Each line of the listing where "function" appears should be reported.
Data for analysis Block Start
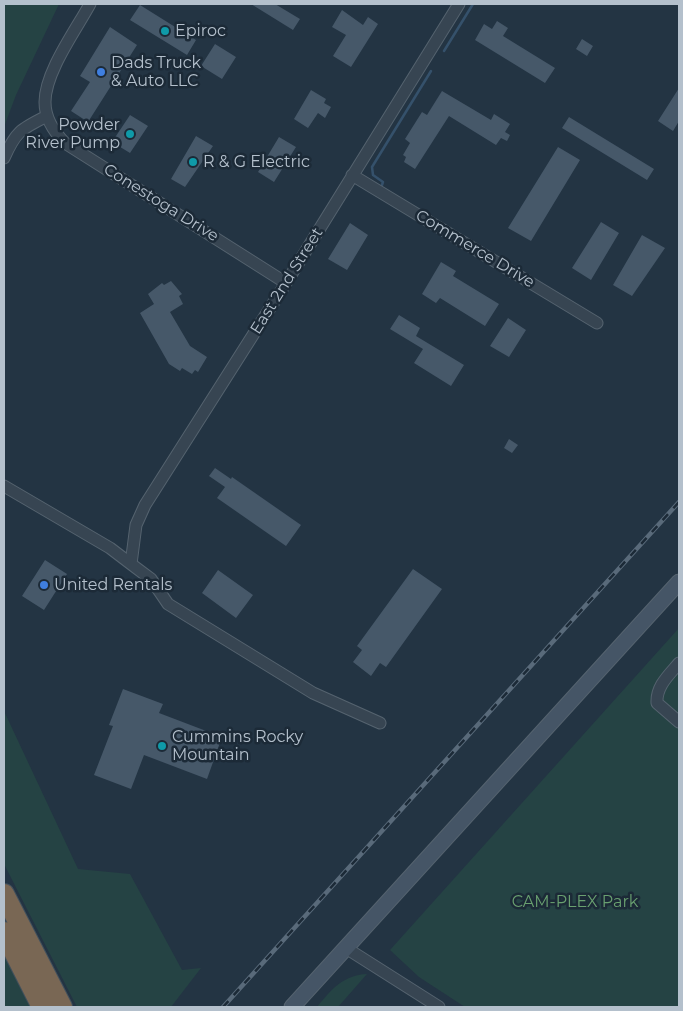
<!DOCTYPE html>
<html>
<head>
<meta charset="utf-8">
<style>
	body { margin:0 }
	#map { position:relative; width:683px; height:1011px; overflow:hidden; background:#233443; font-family:Montserrat,sans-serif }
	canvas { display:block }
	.frame { position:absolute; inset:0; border:5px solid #b4c0cc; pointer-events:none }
</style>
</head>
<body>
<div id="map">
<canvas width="683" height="1011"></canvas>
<div class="frame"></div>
</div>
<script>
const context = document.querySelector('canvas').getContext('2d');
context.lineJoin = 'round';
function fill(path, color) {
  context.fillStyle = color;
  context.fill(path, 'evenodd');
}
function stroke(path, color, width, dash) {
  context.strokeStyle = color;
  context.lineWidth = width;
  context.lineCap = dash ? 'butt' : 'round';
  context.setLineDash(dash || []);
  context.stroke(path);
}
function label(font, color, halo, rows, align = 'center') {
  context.font = font + ' Montserrat,sans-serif';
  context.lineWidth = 5;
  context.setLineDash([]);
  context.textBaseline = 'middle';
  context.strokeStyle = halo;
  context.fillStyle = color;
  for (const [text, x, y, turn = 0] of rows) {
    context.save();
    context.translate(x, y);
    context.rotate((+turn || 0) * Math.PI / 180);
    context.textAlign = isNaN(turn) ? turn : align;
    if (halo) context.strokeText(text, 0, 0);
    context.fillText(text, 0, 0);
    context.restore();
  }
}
fill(new Path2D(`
	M4,4h55l-43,91 -12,32z
	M679,628v379h-214l-46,-30 -29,-27z
	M4,711l74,158 52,5 52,96 19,-2 -30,39h-94l-73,-143z
	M4,954l26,53h-26z
	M367,974l-29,33h-21c14,-17 26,-32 50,-33z`), '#254344');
stroke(new Path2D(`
	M444,51l29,-47
	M382,185l1,-3 -10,-7 -1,-8 59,-96`), '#35516b', 2.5);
fill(new Path2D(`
	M251,4h24l25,15 -7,11z
	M140,5l56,35 -9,15 -57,-35z
	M342,10l21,15 5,-8 10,7 -27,43 -18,-11 13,-21 -14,-8z
	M497,21l11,7 -5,8 52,32 -10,15 -70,-43 9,-16 8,5z
	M110,27l27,18 -49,77 -17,-11 19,-29 -10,-6z
	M582,39l11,7 -6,10 -11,-7z
	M215,44l21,13 -14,22 -21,-13z
	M679,88v33l-6,10 -15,-10z
	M311,90l15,9 -2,4 7,4 -6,11 -7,-5 -10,15 -14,-9z
	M442,91l49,29 3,-6 16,10 -5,8 5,3 -3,6 -6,-3 -5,7 -47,-29 -34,53 -11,-7 2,-5 -3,-2 7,-12 -5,-4 17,-27 5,3z
	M130,115l18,11 -18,27 -18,-11z
	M569,117l85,52 -7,11 -85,-52z
	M196,136l17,10 -28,41 -14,-8z
	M279,137l17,10 -22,35 -16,-10z
	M558,147l22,13 -49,81 -23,-13z
	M601,222l18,11 -28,47 -19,-12z
	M350,223l18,12 -21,35 -19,-11z
	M642,235l23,13 -33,48 -19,-11z
	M441,262l15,9 -3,5 46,28 -14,22 -45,-28 -4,5 -14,-9z
	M171,281l11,13 -3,2 4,8 -13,8 20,34 17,11 -9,15 -3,-2 -3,4 -10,-6 -2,3 -11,-7 -29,-51 14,-9 -6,-10 14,-11 2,2z
	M399,315l21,13 -4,8 48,29 -13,21 -37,-23 9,-14 -33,-20z
	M508,318l18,12 -17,27 -19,-11z
	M509,439l9,6 -6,8 -8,-5z
	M215,468l16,11 1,-2 69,48 -15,21 -69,-48 8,-11 -16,-11z
	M45,560l22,14 -23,36 -22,-14z
	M413,569l29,20 -56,78 -6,-4 -9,13 -18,-14 9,-12 -5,-4z
	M218,570l35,25 -17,23 -34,-25z
	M123,689l40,15 -4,9 63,24 -15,42 -63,-24 -13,34 -37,-14 19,-49 -4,-1z`), '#465869');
const minor = new Path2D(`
	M90,4c-14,26 -45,68 -45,98 0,17 9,30 20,41l221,140
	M4,158c12,-27 17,-29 43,-42
	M352,175l245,148
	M4,486l106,62 21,16 20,15 17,25 145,89 67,30
	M131,564l5,-39 9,-20 141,-222 173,-279
	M679,663c-10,12 -23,23 -22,40l22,19
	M346,948l93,59`);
const secondary = new Path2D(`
	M292,1007l387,-425`);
const motorway = new Path2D(`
	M4,894l58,113
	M4,932l38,75`);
stroke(minor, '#55636f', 13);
stroke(secondary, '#55636f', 17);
stroke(motorway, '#42505c', 22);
stroke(minor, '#374552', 11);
stroke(secondary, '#455566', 15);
stroke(motorway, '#796754', 20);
const rail = new Path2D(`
	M223,1007l456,-505`);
stroke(rail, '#596a7a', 4.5);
stroke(rail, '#1c2a37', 2.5, [8]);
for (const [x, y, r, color] of [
	[165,31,5,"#0f9aa8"],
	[101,72,5,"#3f7fe0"],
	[130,134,5,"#0f9aa8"],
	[193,162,5,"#0f9aa8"],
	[44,585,5,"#3f7fe0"],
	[162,746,5,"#0f9aa8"]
]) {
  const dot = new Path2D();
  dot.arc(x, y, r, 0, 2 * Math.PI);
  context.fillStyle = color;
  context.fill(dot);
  stroke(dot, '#1c2a37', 2);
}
label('16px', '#b4c0cc', '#1c2a37', [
	["Epiroc",175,31],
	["Dads Truck",111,63],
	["& Auto LLC",111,81],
	["Powder",120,125,"right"],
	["River Pump",120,143,"right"],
	["R & G Electric",203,162],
	["United Rentals",54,585],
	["Cummins Rocky",172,737],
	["Mountain",172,755]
], 'left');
label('16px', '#b4c0cc', '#1c2a37', [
	["Conestoga Drive",161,203,32],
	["Commerce Drive",475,249,31],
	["East 2nd Street",287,281,-58]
]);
label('16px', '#69a070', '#1c2a37', [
	["CAM-PLEX Park",575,902]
]);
</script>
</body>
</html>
Data for analysis Block End
#### Response to the exercise:
function fill(path, color) {
function stroke(path, color, width, dash) {
function label(font, color, halo, rows, align = 'center') {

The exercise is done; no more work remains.